We at Bradley Haynes encourage our clients at the outset to read the Law Society’s guidance on owning a leasehold property. We also provide a detailed report on both the terms of the lease and the management/service charge information that we receive from the landlord or Housing Association who will be managing the property. It is then the purchaser’s responsibility to read and digest the information given and ask us any questions or talk through any concerns they have. Our reports will be in simple language – no legal jargon. It is important that our clients are able to understand the process; writing reports with fancy legal terminology might make us look good, but what use is it if a client doesn’t understand?
The Government are proposing reforms to make leasehold ownership fairer for homeowners and The Law Society/Law Commission provided their recommendations to the Government for consideration, which were welcomed. This has naturally taken a backseat since the COVID-19 pandemic struck but there is hope on the horizon for a reform of leasehold ownership. https://www.lawsociety.org.uk/en/topics/property/leasehold-reform
What is Shared Ownership?
Shared ownership is where you own a set percentage of a property and rent the remainder from a Housing Association. It is also sometimes known as part buy/part rent. It allows a purchaser to become a home owner with long-term security and stability at a price that’s affordable.
How Does Shared Ownership Work?
A purchaser will have a mortgage on the share that they own and pay rent to a Housing Association on the remaining share. You can start with as little as 25% in many cases.

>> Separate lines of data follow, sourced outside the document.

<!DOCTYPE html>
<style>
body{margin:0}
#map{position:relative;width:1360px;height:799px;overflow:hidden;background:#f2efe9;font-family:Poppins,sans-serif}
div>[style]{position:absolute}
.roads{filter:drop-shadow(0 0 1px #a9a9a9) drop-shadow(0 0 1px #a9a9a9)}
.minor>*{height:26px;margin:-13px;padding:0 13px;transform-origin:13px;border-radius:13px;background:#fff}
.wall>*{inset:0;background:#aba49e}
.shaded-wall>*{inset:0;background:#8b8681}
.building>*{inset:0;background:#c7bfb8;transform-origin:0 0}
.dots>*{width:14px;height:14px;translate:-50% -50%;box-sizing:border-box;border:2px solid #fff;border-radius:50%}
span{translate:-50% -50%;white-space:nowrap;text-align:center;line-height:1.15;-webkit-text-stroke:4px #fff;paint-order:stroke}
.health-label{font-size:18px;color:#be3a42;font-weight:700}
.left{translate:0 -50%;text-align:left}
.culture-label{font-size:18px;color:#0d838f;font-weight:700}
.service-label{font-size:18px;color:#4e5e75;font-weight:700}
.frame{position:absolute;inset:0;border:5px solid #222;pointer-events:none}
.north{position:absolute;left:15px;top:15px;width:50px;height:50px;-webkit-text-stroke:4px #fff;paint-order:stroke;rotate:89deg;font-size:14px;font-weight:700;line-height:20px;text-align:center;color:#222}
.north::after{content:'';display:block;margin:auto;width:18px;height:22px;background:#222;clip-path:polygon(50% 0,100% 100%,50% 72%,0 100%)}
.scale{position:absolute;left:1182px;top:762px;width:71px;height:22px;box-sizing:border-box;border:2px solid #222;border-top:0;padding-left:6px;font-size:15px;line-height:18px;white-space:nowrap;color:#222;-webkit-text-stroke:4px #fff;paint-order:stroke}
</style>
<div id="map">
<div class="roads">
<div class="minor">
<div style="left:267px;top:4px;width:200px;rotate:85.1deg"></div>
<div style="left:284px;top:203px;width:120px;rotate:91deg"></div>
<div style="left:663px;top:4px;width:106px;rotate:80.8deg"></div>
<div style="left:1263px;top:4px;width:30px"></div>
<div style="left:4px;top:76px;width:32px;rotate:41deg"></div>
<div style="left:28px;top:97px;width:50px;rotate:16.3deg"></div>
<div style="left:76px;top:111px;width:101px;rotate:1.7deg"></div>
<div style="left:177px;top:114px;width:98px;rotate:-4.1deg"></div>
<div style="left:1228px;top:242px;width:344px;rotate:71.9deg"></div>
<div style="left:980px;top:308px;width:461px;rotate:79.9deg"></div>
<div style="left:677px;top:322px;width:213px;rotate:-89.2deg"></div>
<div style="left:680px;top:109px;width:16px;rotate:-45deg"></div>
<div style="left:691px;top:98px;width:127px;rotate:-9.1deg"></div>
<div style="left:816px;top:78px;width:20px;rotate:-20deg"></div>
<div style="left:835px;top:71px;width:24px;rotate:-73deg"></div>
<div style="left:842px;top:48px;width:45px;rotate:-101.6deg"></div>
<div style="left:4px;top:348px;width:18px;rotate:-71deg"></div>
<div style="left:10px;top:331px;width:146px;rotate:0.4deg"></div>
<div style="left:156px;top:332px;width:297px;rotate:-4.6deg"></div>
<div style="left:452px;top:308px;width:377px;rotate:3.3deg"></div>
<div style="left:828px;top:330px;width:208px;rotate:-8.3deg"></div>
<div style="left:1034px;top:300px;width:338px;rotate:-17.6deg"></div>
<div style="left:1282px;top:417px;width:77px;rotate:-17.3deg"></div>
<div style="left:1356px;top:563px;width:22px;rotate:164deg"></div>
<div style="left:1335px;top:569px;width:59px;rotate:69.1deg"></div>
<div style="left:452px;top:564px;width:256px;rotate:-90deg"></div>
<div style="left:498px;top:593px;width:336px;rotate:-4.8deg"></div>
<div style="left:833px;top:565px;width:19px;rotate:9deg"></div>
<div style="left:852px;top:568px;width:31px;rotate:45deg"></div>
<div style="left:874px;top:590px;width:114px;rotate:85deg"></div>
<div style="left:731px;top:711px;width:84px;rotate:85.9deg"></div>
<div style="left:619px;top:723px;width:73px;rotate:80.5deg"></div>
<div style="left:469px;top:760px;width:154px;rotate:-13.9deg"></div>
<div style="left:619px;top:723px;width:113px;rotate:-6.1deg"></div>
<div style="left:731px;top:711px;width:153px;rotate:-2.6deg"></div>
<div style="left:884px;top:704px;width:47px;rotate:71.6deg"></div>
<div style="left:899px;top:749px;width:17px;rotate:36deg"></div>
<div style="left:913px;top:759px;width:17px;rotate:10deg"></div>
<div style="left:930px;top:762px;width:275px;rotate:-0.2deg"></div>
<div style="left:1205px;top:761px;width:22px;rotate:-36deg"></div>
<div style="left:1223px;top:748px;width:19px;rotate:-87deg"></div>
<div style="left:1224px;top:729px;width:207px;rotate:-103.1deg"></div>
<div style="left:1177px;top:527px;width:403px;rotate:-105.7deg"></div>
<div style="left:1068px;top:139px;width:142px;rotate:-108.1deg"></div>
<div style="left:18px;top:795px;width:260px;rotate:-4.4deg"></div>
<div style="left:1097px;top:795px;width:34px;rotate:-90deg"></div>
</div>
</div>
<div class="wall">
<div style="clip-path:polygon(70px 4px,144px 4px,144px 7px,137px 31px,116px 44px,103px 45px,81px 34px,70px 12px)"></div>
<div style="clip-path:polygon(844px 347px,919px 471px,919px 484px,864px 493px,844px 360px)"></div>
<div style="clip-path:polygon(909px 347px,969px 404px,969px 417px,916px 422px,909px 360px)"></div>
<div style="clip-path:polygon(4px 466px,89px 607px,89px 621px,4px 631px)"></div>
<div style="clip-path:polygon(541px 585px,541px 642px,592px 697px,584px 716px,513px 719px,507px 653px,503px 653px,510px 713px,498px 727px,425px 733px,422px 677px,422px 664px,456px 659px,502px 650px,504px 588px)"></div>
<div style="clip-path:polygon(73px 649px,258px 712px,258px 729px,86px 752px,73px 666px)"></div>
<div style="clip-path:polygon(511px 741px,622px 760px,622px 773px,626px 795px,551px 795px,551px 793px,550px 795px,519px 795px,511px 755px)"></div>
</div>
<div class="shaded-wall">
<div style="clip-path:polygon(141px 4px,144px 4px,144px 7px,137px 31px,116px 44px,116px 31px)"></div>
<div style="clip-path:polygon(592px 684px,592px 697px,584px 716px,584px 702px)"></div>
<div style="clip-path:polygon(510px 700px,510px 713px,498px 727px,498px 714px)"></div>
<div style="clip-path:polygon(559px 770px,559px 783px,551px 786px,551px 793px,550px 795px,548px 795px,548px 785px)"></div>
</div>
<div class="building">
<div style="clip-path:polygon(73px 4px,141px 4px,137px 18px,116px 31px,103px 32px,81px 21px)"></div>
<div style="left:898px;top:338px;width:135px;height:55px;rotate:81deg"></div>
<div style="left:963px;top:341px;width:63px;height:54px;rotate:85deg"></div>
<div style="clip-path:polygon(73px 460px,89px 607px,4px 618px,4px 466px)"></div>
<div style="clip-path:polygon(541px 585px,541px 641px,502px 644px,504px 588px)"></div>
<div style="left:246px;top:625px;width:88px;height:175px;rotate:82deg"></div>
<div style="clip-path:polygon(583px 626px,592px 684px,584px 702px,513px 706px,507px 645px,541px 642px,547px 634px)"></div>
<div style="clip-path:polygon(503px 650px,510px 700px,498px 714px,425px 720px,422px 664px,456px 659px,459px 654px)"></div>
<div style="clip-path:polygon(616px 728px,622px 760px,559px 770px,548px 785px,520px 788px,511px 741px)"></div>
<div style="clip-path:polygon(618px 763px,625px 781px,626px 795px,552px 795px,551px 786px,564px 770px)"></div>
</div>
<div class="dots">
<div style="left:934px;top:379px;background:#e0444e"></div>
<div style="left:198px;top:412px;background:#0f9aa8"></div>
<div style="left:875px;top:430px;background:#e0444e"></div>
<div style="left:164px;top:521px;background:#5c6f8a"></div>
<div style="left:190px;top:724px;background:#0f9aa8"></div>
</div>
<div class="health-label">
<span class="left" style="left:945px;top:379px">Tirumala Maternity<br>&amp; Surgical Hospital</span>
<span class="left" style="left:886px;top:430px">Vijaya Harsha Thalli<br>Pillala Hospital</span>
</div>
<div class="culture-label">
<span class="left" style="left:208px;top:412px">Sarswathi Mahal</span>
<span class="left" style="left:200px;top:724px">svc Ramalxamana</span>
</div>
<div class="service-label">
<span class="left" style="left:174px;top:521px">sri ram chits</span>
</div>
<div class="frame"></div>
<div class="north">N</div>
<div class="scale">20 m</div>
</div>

A purchaser has the opportunity to purchase further shares during their ownership; a process known as Staircasing. In most cases, you can staircase up to 100% when you will own the property outright. You will then no longer pay any rent, you will just pay your mortgage (along with any other financial liabilities, such as service charge and ground rent).
What Are The Advantages?
Shared Ownership is a great way for people who can’t afford to buy a property on the open market to get onto the property ladder. It was designed so that the cost of a mortgage and rent is usually lower than private renting.
The deposit paid is lower too as it is calculated at 5-10% of the share price, not the full market value.
What Are The Pitfalls?
There are strict eligibility criteria for people who can buy a shared ownership property. You should always check with the Housing Association that is selling the property as they may have their own specific points, however some of the more general ones are as follows:-
- You must be over 18 years of age
- Your annual household income must be less than £80,000 (£90,000 for London properties)
- You must not be able to afford to buy a suitable house on the open market
Why is it Important to use Experienced Advisors?
Shared ownership is a specialist area. All shared ownership properties are leasehold. You need a lawyer who is experienced not only in dealing with leasehold properties but also in the specifics of a shared ownership lease and the process of staircasing.